The AP reports that citizens decided to pry the 66-foot bronze statue off of its gigantic base rather than blow it up. But it took several tries to loose Lenin from his glorious podium—and all day to remove the statue during the latest try. First, reports Claire Voon for Hyperallergic, an inscription reading “Communism is Soviet power plus the electrification of the whole country” was removed from the podium, and then construction equipment was used to take it down.

The Lenin statue in question has been contentious for years. Last year, activists bent on keeping the statue dressed it in a huge Ukranian folk shirt, or vyshyvanka, to prevent it from being pulled down. Lenin’s new threads illustrated an ongoing conflict in Ukraine over both Russia’s support for separatists and controversial “anti-communist” laws sent down by president Petro Poroshenko last May.

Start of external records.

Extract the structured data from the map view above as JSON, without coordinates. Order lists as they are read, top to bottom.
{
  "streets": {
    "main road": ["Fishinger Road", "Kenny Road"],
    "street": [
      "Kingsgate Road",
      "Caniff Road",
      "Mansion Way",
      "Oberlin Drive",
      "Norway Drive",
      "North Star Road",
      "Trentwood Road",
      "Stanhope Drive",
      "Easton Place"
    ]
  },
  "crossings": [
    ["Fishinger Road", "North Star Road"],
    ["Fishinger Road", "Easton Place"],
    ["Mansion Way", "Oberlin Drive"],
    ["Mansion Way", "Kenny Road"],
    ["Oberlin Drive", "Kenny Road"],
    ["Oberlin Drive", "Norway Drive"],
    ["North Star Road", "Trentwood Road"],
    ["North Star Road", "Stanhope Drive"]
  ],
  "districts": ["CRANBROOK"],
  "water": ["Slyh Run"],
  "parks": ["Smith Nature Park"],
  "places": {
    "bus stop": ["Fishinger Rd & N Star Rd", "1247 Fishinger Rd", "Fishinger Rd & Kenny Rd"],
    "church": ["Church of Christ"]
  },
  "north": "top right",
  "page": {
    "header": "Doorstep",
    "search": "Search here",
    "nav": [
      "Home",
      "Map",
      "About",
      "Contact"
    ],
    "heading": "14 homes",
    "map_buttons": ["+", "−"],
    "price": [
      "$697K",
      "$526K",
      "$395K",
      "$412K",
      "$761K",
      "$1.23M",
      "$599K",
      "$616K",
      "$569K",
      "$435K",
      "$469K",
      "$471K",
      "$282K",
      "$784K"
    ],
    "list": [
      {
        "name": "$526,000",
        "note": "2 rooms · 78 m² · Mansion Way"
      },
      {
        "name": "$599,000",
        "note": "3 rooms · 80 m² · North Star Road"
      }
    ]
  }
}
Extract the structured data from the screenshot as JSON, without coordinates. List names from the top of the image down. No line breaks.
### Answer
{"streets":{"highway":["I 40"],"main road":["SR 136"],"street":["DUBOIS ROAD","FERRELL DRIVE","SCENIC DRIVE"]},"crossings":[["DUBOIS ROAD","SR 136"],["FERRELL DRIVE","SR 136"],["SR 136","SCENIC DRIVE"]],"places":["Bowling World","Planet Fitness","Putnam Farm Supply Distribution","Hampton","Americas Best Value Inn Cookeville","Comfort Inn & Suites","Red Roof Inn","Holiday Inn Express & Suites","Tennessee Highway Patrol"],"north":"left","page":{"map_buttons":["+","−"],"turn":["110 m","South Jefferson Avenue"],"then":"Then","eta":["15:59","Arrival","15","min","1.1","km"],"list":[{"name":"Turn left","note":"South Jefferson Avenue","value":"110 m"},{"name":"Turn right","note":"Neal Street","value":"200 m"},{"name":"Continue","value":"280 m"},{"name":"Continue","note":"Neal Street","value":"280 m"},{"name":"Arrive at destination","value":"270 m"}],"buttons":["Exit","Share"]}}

The laws essentially ban communism and require communist symbols and statues to be torn down. Hundreds of streets, cities and other public entities will be renamed under the law. The law also gives special status to violent far right groups and makes it illegal to speak against them in public—a move that has disquieted scholars and members of the public.

While some praise the move to rid Ukraine of symbolism of its past Russian overlords, other argue that by taking down the symbols, the country is erasing its own past. Perhaps governments should take a page from artist Alexander Milov’s book instead: Last year, he transformed a Lenin statue in Odessa into one of Darth Vader.